SITES OF CULTURE
HISTORICAL EVENTS
Tuscania
The formation of Tuscania begins in the final bronze phase (before the XII century BC). From the VII century BC. seven villages, identified by their respective necropolises, stood near the present Colle San Pietro. Their aggregation in the constitution of a single center took place very slowly, so that it can be said accomplished only in the IV century BC.
During the archaic phase, VII - VI century, Tuscania was part of the territory of Tarquinia, whose influence is evidenced by the type of tombs, while relations with Greece are highlighted by the pottery found in the Scalette necropolis.
The golden age of Tuscania goes from the IV to the III century BC. With the spread of the sarcophagi in nenfro (a variety of gray tuff), while the city begin to form around the San Pietro hill and the Rivellino castle. Romanization begins from 285 BC. and apparently occurs in a peaceful way, facilitated by the via Clodia which crossed the whole Etruria, from Veio to Saturnia. After the fall of the Roman Empire, Tuscania became part of the Lombard kingdom.

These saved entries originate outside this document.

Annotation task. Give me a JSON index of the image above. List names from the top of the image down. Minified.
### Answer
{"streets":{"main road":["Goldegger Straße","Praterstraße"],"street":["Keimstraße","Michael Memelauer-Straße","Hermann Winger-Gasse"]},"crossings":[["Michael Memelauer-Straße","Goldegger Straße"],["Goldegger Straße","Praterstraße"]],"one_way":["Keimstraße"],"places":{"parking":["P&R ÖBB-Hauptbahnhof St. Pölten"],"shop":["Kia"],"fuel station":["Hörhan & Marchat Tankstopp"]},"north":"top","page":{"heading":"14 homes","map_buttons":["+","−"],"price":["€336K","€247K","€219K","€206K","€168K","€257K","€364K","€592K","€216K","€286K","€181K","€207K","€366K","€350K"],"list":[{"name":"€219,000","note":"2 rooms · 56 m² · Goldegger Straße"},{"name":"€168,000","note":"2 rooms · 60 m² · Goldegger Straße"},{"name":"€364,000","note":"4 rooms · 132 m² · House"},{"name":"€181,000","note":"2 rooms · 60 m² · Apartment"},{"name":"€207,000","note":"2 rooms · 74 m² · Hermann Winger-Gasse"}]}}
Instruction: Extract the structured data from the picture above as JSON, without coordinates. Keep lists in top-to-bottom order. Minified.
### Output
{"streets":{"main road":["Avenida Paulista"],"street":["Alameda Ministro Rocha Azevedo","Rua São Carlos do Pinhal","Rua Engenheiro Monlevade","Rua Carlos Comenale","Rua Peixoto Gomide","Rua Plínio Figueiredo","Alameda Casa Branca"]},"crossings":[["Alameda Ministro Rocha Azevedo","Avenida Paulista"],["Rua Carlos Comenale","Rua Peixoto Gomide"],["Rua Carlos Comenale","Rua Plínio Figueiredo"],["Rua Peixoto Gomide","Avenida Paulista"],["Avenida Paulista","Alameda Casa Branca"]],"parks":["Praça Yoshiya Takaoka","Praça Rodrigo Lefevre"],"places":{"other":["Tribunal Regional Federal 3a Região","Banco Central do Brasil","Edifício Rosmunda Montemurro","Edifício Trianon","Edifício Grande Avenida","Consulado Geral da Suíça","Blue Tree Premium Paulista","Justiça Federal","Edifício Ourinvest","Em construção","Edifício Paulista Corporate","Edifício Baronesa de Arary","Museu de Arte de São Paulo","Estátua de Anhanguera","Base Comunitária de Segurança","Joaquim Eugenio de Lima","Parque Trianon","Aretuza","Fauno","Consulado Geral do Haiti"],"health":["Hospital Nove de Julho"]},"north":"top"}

Then because of the battles between Guelphs and Ghibellines, numerous castles were built in the area. But in the 1300s due to famines and the black plague, Tuscania became depopulated turning into a modest center of the Papal State. In the sixteenth and seventeenth centuries, during a period of relative peace, the production of cereals and the bovine and sheep breeding promoted the development of the local economy, so that the wealthy land and cattle owners built their late-Renaissance palaces in the city.
In 1870 the Kingdom of Italy replaces the Papal State, inheriting a city that is no longer as flourishing as it used to be, yet decent. In recent times the event that indelibly marks Tuscania was the destructive earthquake of February 6, 1971, which caused the collapse or injury of numerous buildings, including the splendid Romanesque churches of San Pietro and Santa Maria Maggiore, later excellently restored.